Last month, Fatah launched a media campaign to revive the 2002 peace initiative, but this, too, has been answered with Israel's extreme brutality.

A Zionist Israel is no longer a viable long-term project. Israeli settlements, land expropriation and separation barriers have long since made a two-state solution impossible.

There can be only one state in historic Palestine. In coming decades, Israelis will be confronted with a fundamental question - whether to ensure the peaceful transition towards an egalitarian society in which Palestinians are given the same rights as Jews.

The alternative in a few years will become untenable.

History has shown that colonialism has only worked when most of the natives have been exterminated. But often, as in occupied Algeria, it is the settlers who flee. Eventually the Palestinians will not be willing to compromise and accept one state for both people, and the Jewish colonists will be forced to leave.

Restoring Palestine

Despite its lack of initiative for the Middle East peace process, the White House has in recent years been unable to dislodge the occupation of Palestine as the main motive for every anti-American militant in the Arab world and beyond.

It is the common denominator by which Arab populist policies are shaped. Invading Iraq or offering economic benefits to frontline states will not make the Palestinian issue go away.

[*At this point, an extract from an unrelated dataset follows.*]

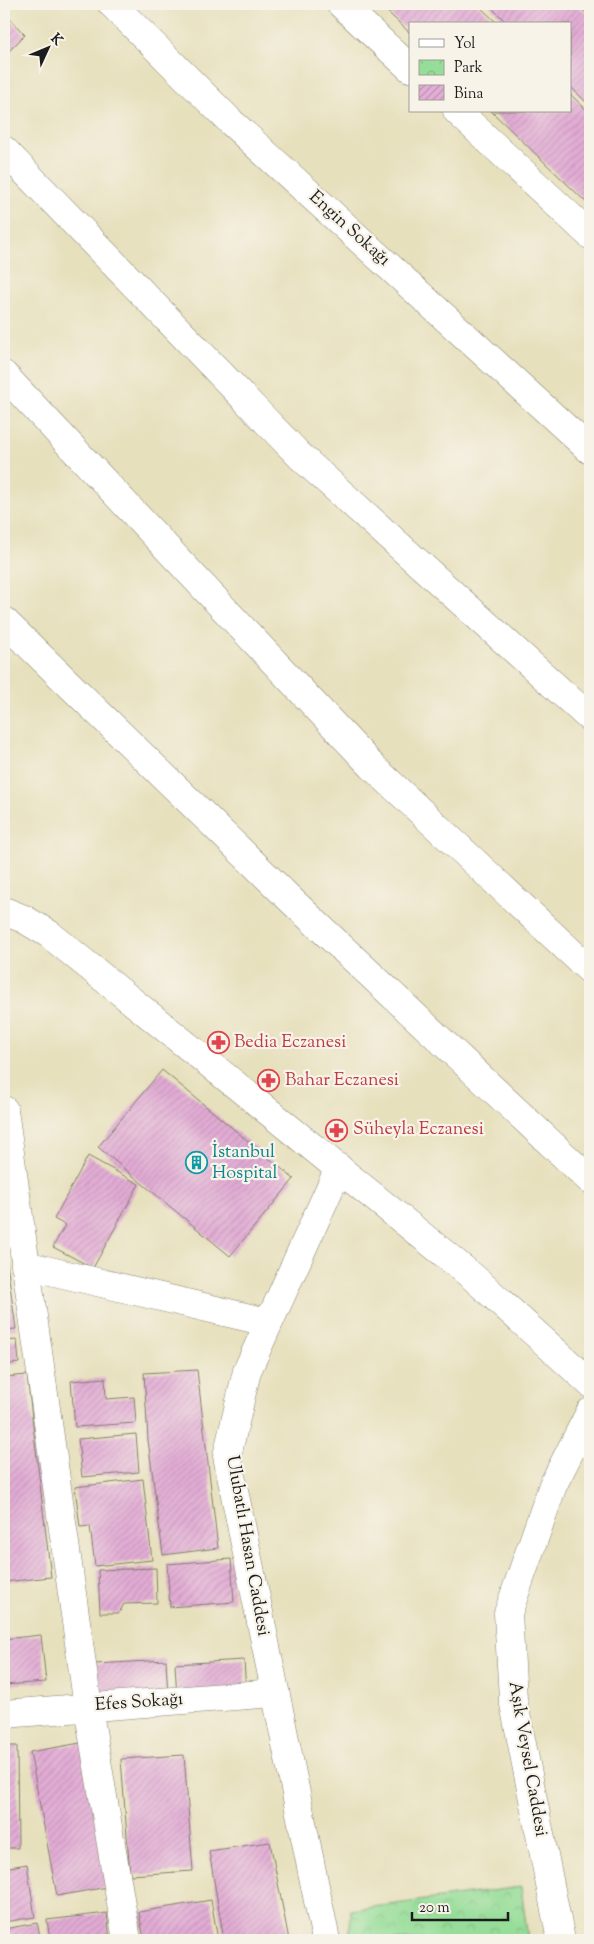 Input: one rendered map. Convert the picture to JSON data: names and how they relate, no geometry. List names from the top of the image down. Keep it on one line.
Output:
{"streets":{"street":["Engin Sokağı","Ulubatlı Hasan Caddesi","Efes Sokağı","Aşık Veysel Caddesi"]},"crossings":[["Ulubatlı Hasan Caddesi","Efes Sokağı"]],"places":{"pharmacy":["Bedia Eczanesi","Bahar Eczanesi","Süheyla Eczanesi"],"building":["İstanbul Hospital"]},"legend":["Yol","Park","Bina"],"scale_bar":"20 m","north":"top right"}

During my travels and research, I have spoken with jihadists in Iraq, Lebanon, Afghanistan, Somalia and elsewhere; they all mentioned the Palestinian struggle as one of their motivations.

The US will pay a price for backing Israel. Soon the so-called moderate Arab dictatorships that collaborate with the US hegemony in the region will find themselves in untenable positions.

Loss of credibility

Already we see tensions increasing in the region. Damascus has pulled out of third-party talks with Tel Aviv and Arab anger has been mounting not just at Israel, and not just at America, but also at their own regimes which have collaborated with Washington.

Some Israelis have started to realise their government's flawed approach. While 81 per cent of Israelis support the military campaign, a poll has showed only 39 per cent believe it will succeed in removing Hamas or reducing violence.

An editorial in Haaretz, an Israeli daily, even went so far as to label Israel "the region's bully".

Barack Obama, the US president-elect, remains silent as Israel kills Palestinians with impunity. In his silence he expresses his complicity.

Nir Rosen is a Beirut-based journalist, fellow at the New York University Center on Law and Security and the author of The Triumph of the Martyrs: A Reporter's Journey into Occupied Iraq.